Your instructions = Below is a listing; write it out exactly and drop any images from it.

Given information =
Segment Open

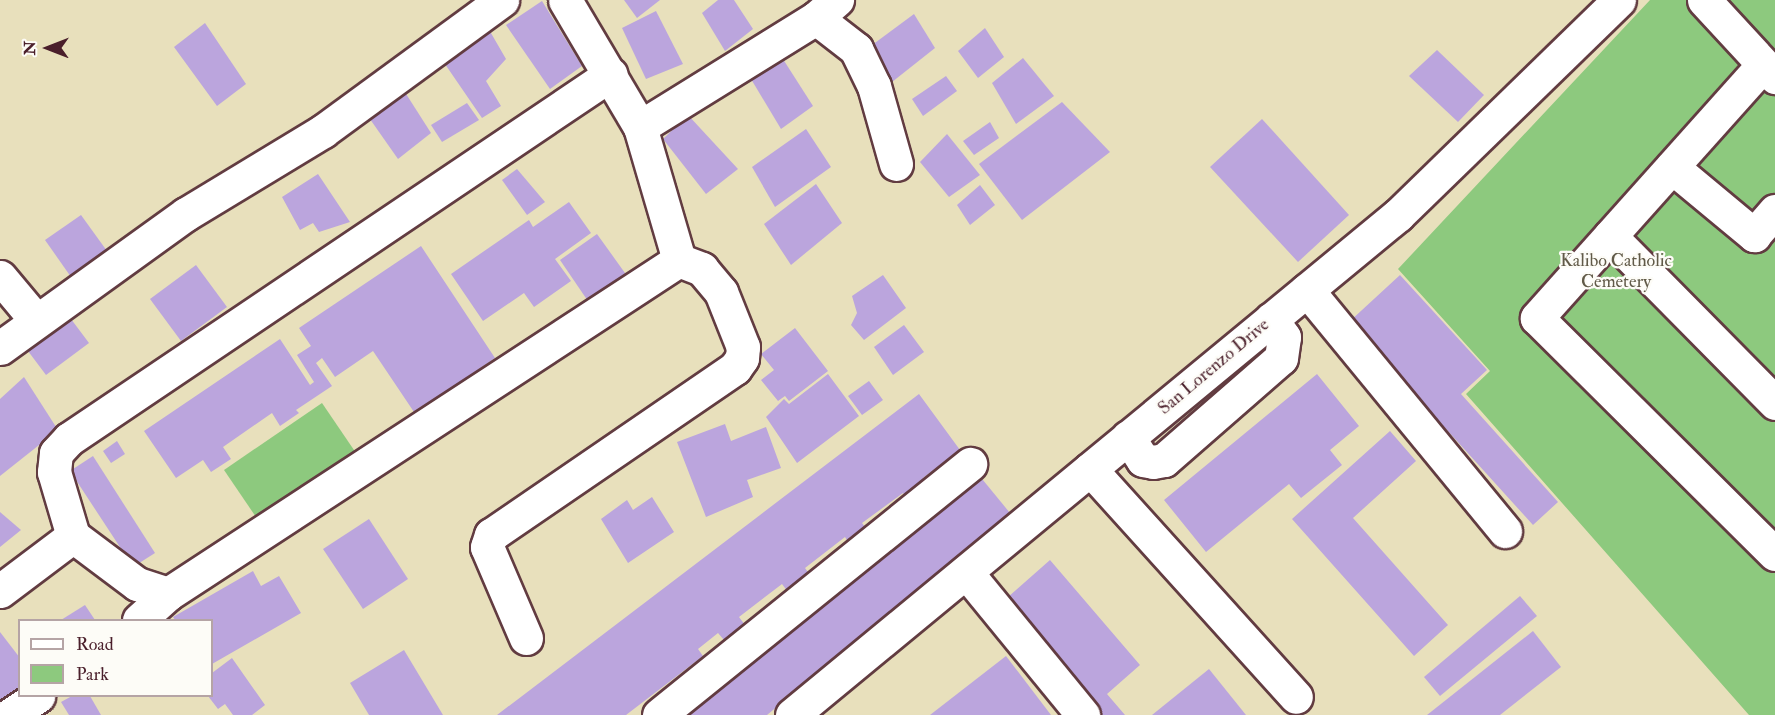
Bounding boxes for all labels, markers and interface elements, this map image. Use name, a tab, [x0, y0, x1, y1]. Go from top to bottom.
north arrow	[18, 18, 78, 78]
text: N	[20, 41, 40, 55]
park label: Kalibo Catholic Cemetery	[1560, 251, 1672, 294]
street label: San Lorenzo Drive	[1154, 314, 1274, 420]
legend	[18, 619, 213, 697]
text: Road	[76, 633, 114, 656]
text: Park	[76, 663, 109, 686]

Segment Closed

Response to the task =
Bounding boxes for all labels, markers and interface elements, this map image. Use name, a tab, [x0, y0, x1, y1]. Go from top to bottom.
north arrow	[18, 18, 78, 78]
text: N	[20, 41, 40, 55]
park label: Kalibo Catholic Cemetery	[1560, 251, 1672, 294]
street label: San Lorenzo Drive	[1154, 314, 1274, 420]
legend	[18, 619, 213, 697]
text: Road	[76, 633, 114, 656]
text: Park	[76, 663, 109, 686]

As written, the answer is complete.